BEGIN

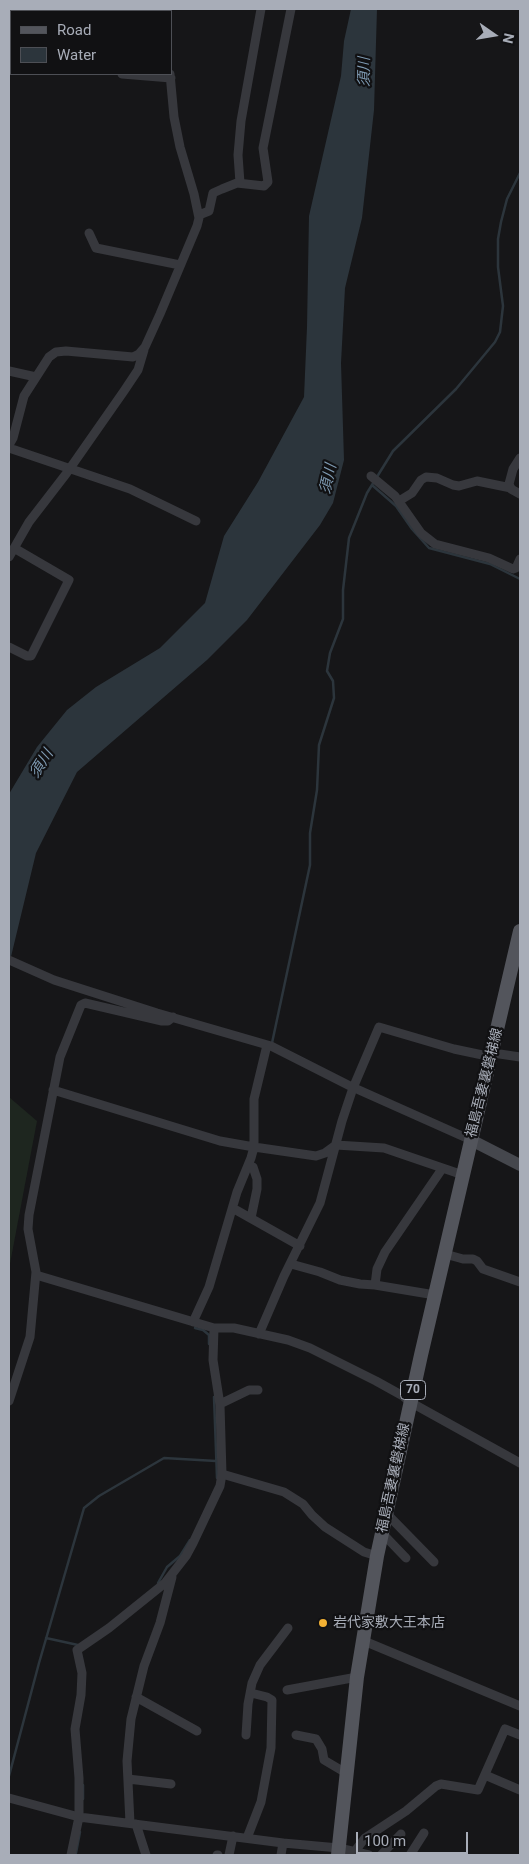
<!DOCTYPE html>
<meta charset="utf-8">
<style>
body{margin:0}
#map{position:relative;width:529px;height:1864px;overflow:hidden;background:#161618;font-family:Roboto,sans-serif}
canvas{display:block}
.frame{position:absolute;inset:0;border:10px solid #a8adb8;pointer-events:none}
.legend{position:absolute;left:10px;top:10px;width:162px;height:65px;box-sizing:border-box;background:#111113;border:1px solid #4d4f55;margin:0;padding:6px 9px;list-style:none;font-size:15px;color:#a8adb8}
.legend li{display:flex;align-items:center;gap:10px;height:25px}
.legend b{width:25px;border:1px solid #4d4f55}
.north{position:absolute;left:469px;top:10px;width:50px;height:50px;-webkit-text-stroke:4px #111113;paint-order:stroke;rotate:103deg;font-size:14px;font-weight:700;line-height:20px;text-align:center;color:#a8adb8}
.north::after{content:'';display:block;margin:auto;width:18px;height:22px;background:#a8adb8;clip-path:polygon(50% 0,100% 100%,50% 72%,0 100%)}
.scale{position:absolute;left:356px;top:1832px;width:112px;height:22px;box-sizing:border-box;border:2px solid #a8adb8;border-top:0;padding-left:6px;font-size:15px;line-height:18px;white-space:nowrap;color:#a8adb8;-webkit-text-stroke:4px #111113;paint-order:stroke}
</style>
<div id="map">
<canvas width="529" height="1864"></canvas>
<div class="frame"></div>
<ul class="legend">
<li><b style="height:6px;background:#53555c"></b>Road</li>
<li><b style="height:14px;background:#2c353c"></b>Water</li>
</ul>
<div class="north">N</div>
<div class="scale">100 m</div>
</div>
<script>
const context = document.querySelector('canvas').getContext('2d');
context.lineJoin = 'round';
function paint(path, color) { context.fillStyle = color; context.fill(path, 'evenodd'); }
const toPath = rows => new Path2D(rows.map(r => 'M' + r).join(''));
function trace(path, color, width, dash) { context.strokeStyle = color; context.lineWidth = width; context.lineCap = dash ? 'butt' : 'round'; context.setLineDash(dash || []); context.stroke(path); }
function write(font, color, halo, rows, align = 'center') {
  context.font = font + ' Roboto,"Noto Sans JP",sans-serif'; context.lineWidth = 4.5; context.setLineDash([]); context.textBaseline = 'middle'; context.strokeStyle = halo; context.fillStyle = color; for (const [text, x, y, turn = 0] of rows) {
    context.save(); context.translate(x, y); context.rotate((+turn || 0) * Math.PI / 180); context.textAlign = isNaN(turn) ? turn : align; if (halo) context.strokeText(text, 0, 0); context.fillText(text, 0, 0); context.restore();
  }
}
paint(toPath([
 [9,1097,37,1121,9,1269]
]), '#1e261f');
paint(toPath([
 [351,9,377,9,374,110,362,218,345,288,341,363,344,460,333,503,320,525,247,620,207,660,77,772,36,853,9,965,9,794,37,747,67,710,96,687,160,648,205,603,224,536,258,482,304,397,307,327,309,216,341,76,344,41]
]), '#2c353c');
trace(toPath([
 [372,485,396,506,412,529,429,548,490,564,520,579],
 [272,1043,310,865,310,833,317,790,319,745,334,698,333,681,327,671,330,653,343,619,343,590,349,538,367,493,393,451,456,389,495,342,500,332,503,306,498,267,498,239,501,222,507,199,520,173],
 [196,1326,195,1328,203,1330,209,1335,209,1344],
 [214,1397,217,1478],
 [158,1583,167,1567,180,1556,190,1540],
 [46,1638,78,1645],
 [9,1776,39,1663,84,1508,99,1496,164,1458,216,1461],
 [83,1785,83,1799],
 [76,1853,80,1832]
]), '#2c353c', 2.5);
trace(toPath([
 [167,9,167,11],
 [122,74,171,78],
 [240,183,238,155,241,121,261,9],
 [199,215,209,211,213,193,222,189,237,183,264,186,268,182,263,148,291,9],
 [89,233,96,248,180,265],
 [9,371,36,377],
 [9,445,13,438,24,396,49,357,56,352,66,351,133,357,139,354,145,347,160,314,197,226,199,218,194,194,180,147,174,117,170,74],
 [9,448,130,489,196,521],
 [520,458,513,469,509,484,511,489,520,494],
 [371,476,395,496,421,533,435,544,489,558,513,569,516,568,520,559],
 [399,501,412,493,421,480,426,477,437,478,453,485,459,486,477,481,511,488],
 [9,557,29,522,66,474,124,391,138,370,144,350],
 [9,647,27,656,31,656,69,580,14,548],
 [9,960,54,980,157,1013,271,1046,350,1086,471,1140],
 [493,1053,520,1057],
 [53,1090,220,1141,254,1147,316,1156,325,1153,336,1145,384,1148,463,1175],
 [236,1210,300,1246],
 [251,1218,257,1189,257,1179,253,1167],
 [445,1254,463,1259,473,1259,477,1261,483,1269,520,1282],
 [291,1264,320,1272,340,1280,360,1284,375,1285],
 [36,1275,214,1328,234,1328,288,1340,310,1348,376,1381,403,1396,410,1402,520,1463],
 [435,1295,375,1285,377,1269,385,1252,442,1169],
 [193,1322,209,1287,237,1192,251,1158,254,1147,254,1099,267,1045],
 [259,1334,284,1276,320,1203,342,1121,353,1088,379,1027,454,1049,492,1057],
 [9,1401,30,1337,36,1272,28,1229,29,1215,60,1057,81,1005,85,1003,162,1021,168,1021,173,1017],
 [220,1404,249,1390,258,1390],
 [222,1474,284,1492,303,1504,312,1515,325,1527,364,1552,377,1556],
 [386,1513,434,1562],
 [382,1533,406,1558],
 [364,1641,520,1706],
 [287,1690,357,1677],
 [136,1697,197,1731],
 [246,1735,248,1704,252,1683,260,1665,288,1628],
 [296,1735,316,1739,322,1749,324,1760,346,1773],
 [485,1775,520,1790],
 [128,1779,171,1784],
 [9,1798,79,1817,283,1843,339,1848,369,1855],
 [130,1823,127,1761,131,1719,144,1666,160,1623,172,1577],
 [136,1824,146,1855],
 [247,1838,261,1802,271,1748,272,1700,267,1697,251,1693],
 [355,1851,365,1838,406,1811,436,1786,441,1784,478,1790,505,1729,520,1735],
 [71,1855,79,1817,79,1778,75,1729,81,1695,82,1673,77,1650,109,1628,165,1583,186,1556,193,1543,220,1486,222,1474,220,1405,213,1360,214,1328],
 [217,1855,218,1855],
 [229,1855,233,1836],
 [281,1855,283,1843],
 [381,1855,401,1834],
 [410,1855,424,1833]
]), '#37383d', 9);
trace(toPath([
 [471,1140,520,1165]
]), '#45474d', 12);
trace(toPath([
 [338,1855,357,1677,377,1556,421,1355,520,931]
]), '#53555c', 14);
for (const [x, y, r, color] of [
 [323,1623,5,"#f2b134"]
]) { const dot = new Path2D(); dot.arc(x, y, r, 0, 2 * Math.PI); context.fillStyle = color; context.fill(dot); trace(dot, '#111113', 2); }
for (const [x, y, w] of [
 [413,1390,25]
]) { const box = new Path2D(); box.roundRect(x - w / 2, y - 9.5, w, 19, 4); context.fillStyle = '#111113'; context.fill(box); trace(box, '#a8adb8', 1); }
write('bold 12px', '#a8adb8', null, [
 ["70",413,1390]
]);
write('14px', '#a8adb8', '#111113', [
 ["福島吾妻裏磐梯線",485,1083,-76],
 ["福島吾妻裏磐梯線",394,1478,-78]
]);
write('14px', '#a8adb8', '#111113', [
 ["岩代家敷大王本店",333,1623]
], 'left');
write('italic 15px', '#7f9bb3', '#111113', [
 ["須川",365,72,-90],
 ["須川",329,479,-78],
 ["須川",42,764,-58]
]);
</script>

END

#### Try it:
For the string "canvas", search the preceding data and copy every line that includes it.

#### Written answer:
canvas{display:block}
<canvas width="529" height="1864"></canvas>
const context = document.querySelector('canvas').getContext('2d');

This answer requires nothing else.